Actually, it looks like HR10s are selling for $250-$300 on eBay. New HR20's are about the same price ($299), with $99 off the first one (standard D* offer), but if I don't do the swap, I can only get up to 2 HR-20's every 6 months from D*. I want 4 at once, for the reasons I mentioned above.

Selling and shipping on eBay will require some time and effort, plus listing, selling and shipping costs, so it's almost a wash, in my mind. I was just curious if anyone was getting multiple free HR20's for HR10 swaps.



jon777 said:


> Did you get that deal from retention or the reg cust service? Was hoping to get "upgraded" (or downgraded depending on your perspective) without cost. Hoping that retention will make up any charges in programming credit, but haven't called yet... Of course, in addition to the HR20, need the 5 LNB dish and installation to get the MPEG4 RSN broadcasts...

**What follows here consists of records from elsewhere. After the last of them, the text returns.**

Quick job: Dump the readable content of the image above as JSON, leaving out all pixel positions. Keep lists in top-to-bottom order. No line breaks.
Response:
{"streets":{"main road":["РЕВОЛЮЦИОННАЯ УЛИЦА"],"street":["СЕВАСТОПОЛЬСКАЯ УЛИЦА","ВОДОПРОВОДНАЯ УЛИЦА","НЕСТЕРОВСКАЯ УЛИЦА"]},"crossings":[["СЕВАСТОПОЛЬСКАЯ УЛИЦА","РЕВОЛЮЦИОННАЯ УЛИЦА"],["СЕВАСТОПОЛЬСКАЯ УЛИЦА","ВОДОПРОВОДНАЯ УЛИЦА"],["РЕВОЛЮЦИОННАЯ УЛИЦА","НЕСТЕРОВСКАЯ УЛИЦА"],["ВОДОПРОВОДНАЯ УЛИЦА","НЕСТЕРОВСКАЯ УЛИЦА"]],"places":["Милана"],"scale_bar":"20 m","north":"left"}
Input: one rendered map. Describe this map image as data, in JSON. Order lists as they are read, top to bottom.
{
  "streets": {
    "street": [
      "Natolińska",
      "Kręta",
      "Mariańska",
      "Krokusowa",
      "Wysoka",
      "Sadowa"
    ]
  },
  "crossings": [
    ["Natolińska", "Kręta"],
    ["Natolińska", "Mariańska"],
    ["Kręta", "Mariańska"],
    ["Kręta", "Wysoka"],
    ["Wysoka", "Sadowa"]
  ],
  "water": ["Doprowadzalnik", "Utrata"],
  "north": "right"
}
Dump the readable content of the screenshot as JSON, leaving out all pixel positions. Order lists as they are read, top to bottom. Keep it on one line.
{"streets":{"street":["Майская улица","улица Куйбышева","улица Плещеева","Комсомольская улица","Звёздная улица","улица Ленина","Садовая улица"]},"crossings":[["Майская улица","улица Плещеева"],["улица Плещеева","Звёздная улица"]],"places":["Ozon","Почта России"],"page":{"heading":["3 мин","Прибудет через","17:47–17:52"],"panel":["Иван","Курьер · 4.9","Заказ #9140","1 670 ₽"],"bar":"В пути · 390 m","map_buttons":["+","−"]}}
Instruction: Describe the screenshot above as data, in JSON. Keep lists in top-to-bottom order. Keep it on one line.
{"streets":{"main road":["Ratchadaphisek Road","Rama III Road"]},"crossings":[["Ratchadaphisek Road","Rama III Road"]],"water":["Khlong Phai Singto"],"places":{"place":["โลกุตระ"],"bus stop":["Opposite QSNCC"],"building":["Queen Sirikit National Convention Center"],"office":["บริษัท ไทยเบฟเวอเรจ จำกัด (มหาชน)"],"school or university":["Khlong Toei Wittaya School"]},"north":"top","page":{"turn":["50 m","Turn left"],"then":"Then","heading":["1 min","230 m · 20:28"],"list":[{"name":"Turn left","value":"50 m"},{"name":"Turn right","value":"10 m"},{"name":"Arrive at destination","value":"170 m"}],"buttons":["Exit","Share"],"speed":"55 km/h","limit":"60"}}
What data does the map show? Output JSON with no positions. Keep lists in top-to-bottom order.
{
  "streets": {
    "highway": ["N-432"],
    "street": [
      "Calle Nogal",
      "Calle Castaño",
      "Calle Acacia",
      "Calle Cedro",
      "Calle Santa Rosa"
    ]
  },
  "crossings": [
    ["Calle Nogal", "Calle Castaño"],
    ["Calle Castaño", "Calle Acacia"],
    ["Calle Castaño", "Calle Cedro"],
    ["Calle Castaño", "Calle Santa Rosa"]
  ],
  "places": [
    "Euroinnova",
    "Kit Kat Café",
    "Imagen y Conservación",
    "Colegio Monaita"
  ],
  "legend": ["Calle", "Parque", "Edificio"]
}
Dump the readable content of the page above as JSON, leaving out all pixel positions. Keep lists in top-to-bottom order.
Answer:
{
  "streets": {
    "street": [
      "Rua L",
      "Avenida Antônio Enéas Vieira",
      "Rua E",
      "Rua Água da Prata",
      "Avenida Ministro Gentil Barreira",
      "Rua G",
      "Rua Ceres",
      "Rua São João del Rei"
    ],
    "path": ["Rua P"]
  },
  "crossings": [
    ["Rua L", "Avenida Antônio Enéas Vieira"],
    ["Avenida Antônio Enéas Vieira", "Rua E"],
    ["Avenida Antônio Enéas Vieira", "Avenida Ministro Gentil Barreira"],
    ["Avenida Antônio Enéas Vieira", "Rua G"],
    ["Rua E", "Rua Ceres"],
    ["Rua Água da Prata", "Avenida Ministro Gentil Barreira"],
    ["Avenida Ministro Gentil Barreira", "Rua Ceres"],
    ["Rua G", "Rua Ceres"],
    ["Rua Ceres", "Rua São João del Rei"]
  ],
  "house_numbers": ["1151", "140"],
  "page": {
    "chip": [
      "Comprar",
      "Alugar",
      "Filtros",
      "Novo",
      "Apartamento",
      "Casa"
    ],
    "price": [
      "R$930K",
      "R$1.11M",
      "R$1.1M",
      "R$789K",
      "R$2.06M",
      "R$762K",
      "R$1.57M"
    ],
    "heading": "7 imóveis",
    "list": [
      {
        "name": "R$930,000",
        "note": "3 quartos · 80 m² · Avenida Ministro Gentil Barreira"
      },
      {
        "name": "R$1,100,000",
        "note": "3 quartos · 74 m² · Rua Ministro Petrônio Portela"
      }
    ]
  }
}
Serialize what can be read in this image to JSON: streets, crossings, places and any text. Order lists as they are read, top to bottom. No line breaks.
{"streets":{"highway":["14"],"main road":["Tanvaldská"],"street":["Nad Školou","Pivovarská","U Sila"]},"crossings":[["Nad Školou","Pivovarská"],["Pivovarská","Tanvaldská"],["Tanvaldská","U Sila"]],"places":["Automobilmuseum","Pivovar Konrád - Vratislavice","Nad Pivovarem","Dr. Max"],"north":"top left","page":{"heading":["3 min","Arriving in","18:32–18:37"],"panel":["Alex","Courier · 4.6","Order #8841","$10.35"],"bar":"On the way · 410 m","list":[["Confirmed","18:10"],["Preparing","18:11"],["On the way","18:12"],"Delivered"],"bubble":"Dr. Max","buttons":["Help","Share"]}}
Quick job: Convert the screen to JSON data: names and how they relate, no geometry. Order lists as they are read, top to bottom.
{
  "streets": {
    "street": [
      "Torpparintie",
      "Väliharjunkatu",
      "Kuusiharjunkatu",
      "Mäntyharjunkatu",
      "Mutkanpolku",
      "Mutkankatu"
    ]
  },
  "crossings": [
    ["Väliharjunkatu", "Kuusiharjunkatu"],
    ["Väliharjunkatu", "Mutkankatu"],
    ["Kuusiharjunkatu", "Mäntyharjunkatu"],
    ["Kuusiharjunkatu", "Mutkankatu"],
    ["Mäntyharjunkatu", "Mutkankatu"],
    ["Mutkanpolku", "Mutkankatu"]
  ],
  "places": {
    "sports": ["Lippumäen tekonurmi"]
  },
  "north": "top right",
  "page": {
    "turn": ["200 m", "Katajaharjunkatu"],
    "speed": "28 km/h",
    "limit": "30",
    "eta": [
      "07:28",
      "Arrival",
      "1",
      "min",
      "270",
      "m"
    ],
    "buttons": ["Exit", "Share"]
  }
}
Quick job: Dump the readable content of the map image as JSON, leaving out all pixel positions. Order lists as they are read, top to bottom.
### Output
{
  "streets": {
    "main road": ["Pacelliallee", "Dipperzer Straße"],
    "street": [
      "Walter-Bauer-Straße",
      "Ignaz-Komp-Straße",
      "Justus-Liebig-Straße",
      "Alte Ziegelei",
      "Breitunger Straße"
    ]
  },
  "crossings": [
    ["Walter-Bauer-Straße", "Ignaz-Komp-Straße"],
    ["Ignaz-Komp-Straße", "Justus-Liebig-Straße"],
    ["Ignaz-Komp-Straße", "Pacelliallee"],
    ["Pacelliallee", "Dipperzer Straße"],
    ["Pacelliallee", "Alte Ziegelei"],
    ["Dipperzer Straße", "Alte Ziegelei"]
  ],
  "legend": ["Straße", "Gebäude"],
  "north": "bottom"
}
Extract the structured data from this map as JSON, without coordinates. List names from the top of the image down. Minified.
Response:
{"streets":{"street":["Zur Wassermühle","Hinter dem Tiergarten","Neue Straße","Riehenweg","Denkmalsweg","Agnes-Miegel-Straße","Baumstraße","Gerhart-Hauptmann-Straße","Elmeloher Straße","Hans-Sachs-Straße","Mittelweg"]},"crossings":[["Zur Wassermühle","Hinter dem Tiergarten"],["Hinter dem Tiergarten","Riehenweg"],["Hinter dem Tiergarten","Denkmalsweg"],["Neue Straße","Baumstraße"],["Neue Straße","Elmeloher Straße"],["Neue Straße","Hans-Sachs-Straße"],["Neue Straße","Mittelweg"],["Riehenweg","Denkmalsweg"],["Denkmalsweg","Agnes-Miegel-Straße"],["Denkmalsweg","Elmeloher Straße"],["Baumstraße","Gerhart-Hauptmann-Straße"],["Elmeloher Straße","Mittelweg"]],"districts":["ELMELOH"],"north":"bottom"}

I spoke to retention. After a few calls, I got a really nice guy who was very helpful. I bet if I only wanted to swap one HR10, he would have done it at net no cost to me.

When prompted for the reason for your call, tell the D* operator you want to "cancel service". That will get you right through to retention. 

/steve


----------



## Sir_winealot (Nov 18, 2000)

I'll say a prayer for you....


----------



## _spidey_ (Mar 19, 2007)

jon777 said:


> Yes. DirecTV had SNY last year (SD only). For people in the NY sports region, SNY and YES are both available as full time HD stations via the Spot Beam. However, MSG and FSNY are not. You'd have to check whether you're area upstate in eligible for the NY sports stations.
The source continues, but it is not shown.